* Assignment
The expected answer is a copy of every line in the listing that has the word "Naciente".

* Record excerpts
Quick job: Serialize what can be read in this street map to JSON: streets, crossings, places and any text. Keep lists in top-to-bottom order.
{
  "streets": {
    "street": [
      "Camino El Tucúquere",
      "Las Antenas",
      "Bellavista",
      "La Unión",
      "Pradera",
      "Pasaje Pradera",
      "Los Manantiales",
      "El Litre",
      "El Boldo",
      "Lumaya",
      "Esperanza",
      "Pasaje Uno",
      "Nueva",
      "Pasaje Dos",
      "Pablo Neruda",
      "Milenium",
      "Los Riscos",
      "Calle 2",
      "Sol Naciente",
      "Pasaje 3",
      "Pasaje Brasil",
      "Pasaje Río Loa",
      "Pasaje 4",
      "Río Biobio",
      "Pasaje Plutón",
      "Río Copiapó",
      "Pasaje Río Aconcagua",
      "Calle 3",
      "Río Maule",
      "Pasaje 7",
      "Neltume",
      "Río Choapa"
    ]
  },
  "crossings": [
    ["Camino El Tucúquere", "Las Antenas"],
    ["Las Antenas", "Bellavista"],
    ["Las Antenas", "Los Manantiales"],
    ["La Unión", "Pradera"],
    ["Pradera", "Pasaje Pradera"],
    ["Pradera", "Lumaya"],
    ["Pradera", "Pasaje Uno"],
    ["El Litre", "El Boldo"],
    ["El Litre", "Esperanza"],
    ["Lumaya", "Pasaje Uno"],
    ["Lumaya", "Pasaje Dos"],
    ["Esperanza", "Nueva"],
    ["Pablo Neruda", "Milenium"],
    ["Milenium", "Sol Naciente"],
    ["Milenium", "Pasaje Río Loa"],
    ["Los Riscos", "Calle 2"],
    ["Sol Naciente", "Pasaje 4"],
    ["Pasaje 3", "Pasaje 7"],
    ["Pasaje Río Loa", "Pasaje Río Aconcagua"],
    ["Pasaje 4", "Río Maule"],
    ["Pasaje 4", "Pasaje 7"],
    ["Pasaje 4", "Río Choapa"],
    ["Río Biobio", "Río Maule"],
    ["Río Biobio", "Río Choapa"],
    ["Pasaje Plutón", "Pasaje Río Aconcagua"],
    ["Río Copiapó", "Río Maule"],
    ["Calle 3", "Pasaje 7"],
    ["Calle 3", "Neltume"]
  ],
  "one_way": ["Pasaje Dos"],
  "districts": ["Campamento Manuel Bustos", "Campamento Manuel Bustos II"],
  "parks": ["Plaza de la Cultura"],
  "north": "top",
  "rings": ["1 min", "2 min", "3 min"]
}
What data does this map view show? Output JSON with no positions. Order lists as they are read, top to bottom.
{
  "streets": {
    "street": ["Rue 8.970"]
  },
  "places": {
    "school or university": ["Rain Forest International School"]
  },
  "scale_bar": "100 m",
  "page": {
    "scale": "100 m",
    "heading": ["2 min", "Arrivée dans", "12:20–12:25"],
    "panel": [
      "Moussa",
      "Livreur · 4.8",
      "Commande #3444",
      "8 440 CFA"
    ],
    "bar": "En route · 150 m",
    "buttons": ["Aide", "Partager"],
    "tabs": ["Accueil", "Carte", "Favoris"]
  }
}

* Exercise result
      "Sol Naciente",
    ["Milenium", "Sol Naciente"],
    ["Sol Naciente", "Pasaje 4"],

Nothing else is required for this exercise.